**RECORDS FOR THIS TASK**
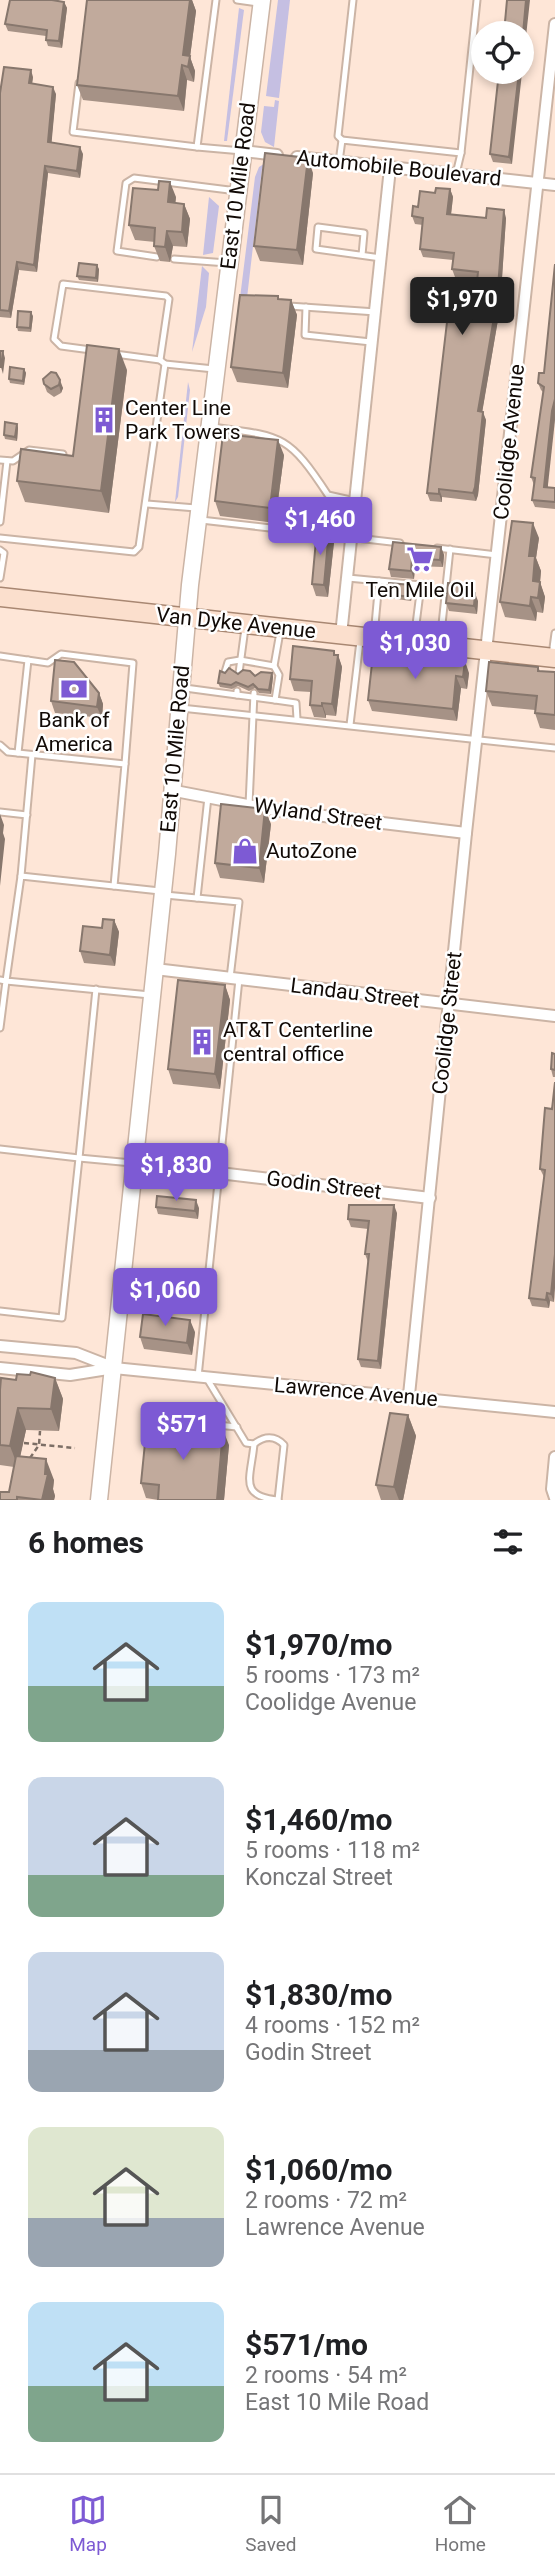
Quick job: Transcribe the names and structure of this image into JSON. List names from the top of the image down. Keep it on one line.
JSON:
{"streets":{"main road":["East 10 Mile Road","Van Dyke Avenue"],"street":["Automobile Boulevard","Coolidge Avenue","Wyland Street","Landau Street","Coolidge Street","Godin Street","Lawrence Avenue"]},"crossings":[["Automobile Boulevard","East 10 Mile Road"],["Automobile Boulevard","Coolidge Avenue"],["East 10 Mile Road","Van Dyke Avenue"],["East 10 Mile Road","Wyland Street"],["East 10 Mile Road","Landau Street"],["East 10 Mile Road","Godin Street"],["East 10 Mile Road","Lawrence Avenue"],["Coolidge Avenue","Van Dyke Avenue"],["Coolidge Avenue","Coolidge Street"],["Van Dyke Avenue","Coolidge Street"],["Wyland Street","Coolidge Street"],["Landau Street","Coolidge Street"],["Coolidge Street","Godin Street"],["Coolidge Street","Lawrence Avenue"]],"places":{"building":["Center Line Park Towers","AT&T Centerline central office"],"supermarket":["Ten Mile Oil"],"bank":["Bank of America"],"shop":["AutoZone"]},"page":{"price":["$1,970","$1,460","$1,030","$1,830","$1,060","$571"],"heading":"6 homes","list":[{"name":"$1,970/mo","note":"5 rooms · 173 m² · Coolidge Avenue"},{"name":"$1,460/mo","note":"5 rooms · 118 m² · Konczal Street"},{"name":"$1,830/mo","note":"4 rooms · 152 m² · Godin Street"},{"name":"$1,060/mo","note":"2 rooms · 72 m² · Lawrence Avenue"},{"name":"$571/mo","note":"2 rooms · 54 m² · East 10 Mile Road"}],"tabs":["Map","Saved","Home"]}}
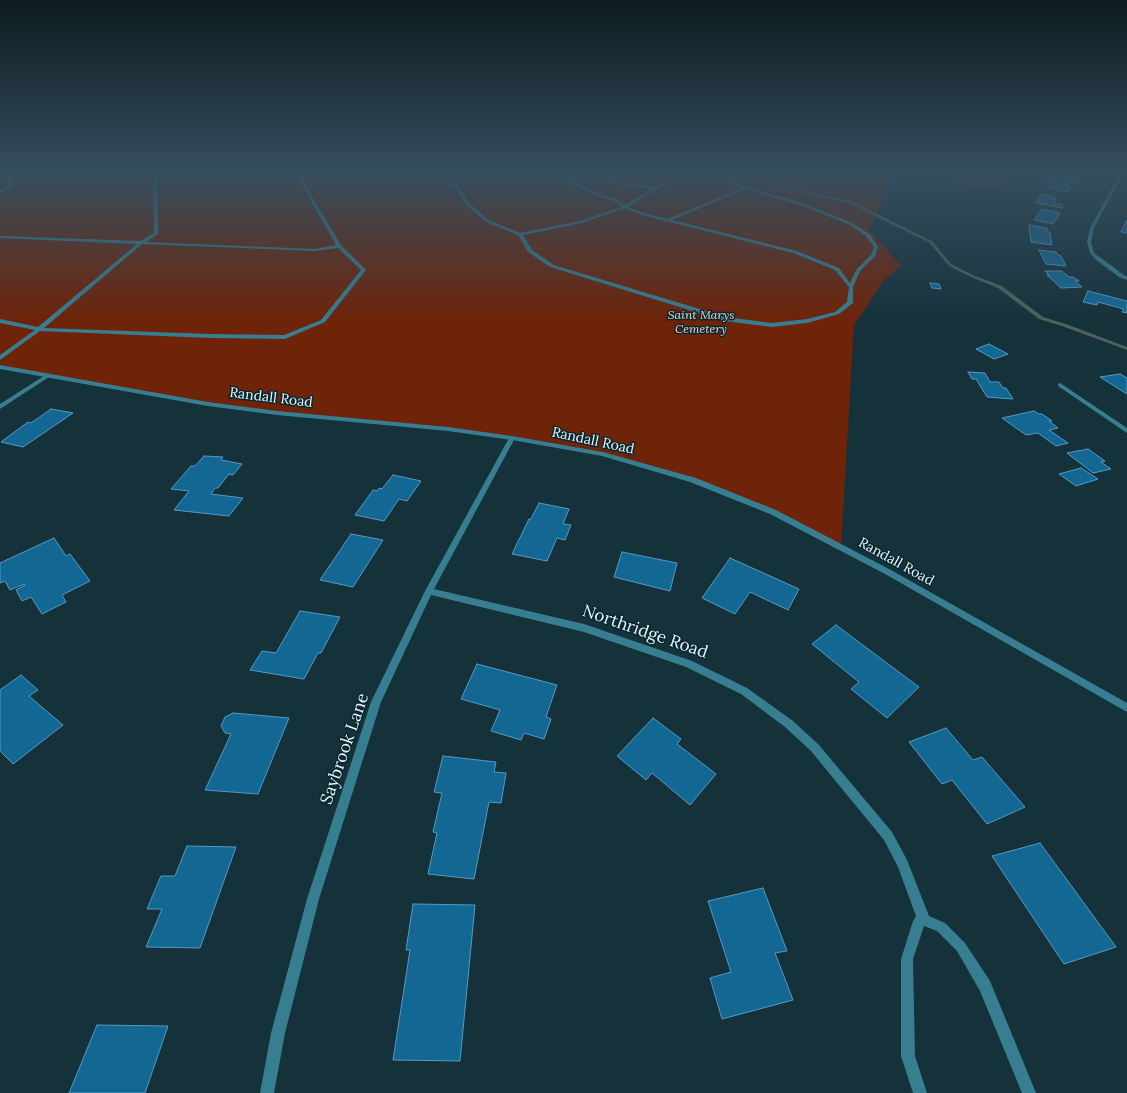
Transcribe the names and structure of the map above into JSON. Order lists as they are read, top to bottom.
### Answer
{
  "streets": {
    "street": ["Randall Road", "Northridge Road", "Saybrook Lane"]
  },
  "crossings": [
    ["Randall Road", "Saybrook Lane"],
    ["Northridge Road", "Saybrook Lane"]
  ],
  "parks": ["Saint Marys Cemetery"]
}
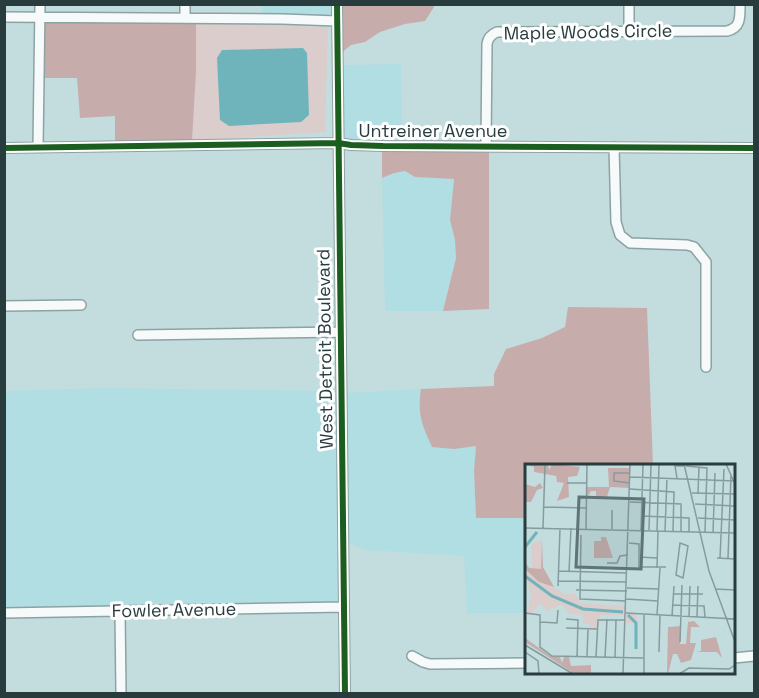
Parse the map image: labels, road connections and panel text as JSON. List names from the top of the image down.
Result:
{
  "streets": {
    "street": [
      "Maple Woods Circle",
      "Untreiner Avenue",
      "West Detroit Boulevard",
      "Fowler Avenue"
    ]
  },
  "crossings": [
    ["Maple Woods Circle", "Untreiner Avenue"],
    ["Untreiner Avenue", "West Detroit Boulevard"],
    ["West Detroit Boulevard", "Fowler Avenue"]
  ]
}
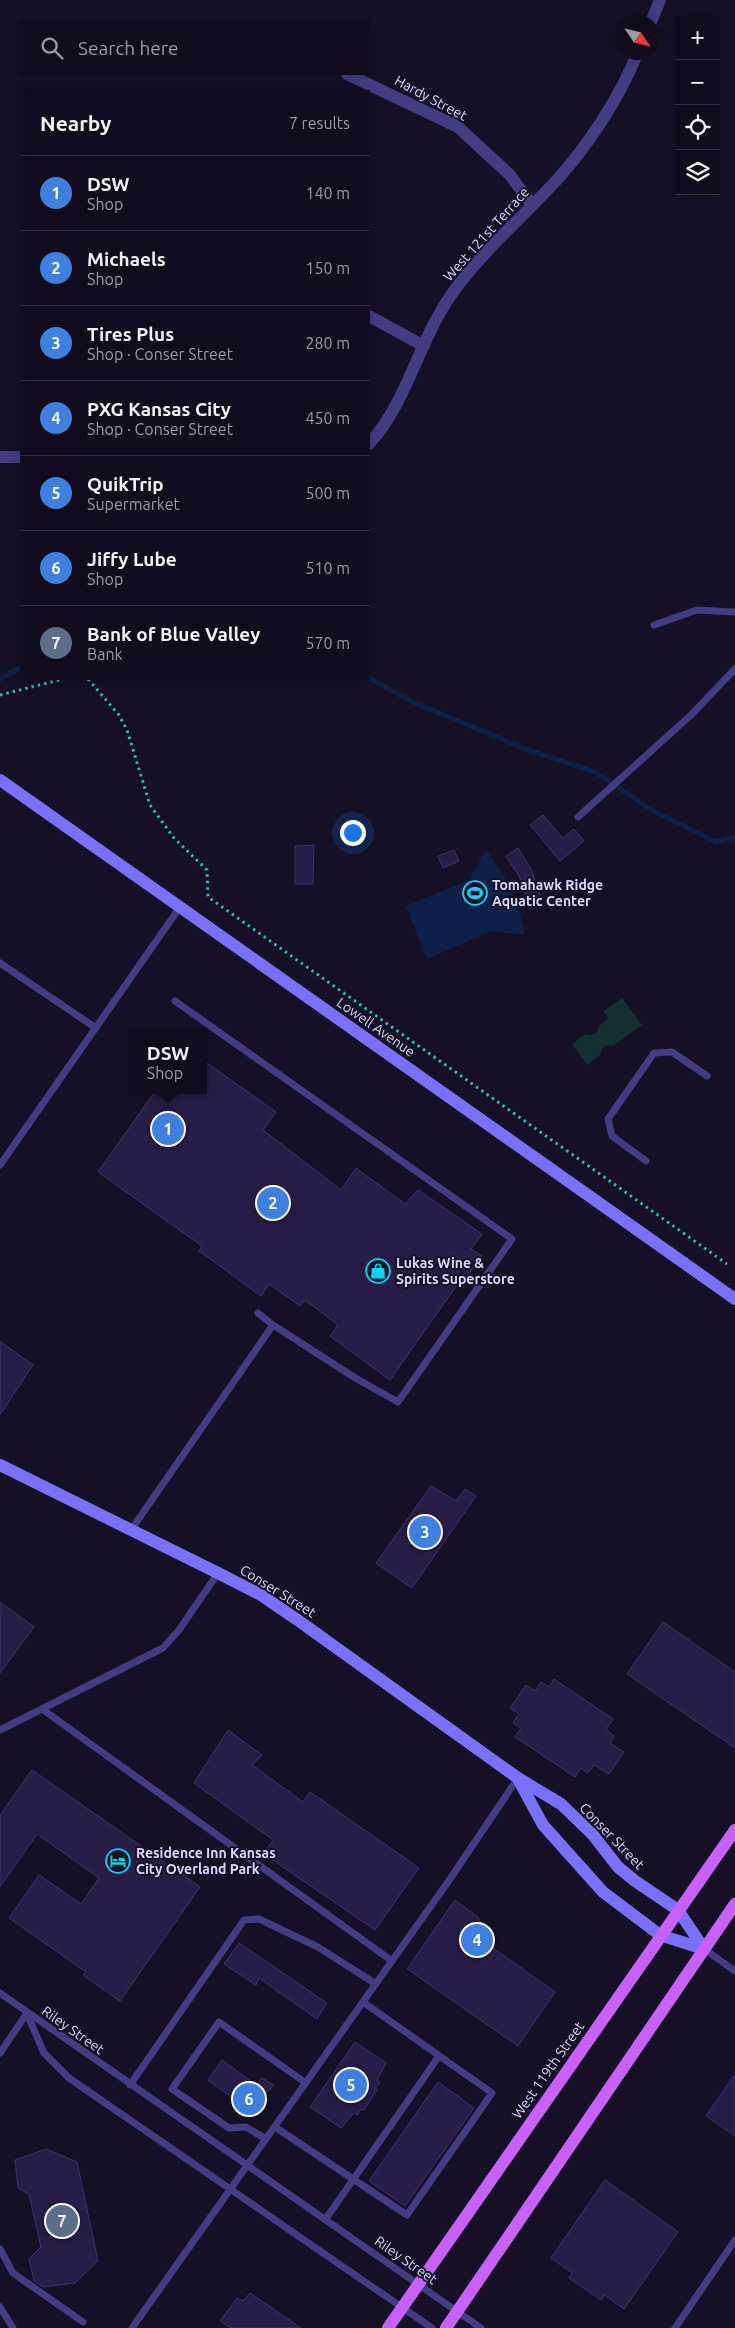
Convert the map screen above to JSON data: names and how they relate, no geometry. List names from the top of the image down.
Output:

**WHAT YOU NEED TO DO**
Keep to the lines from the one containing "Convert the map" to the end of the entries above, and retype them exactly.

**YOUR RESPONSE**
Convert the map screen above to JSON data: names and how they relate, no geometry. List names from the top of the image down.
Output:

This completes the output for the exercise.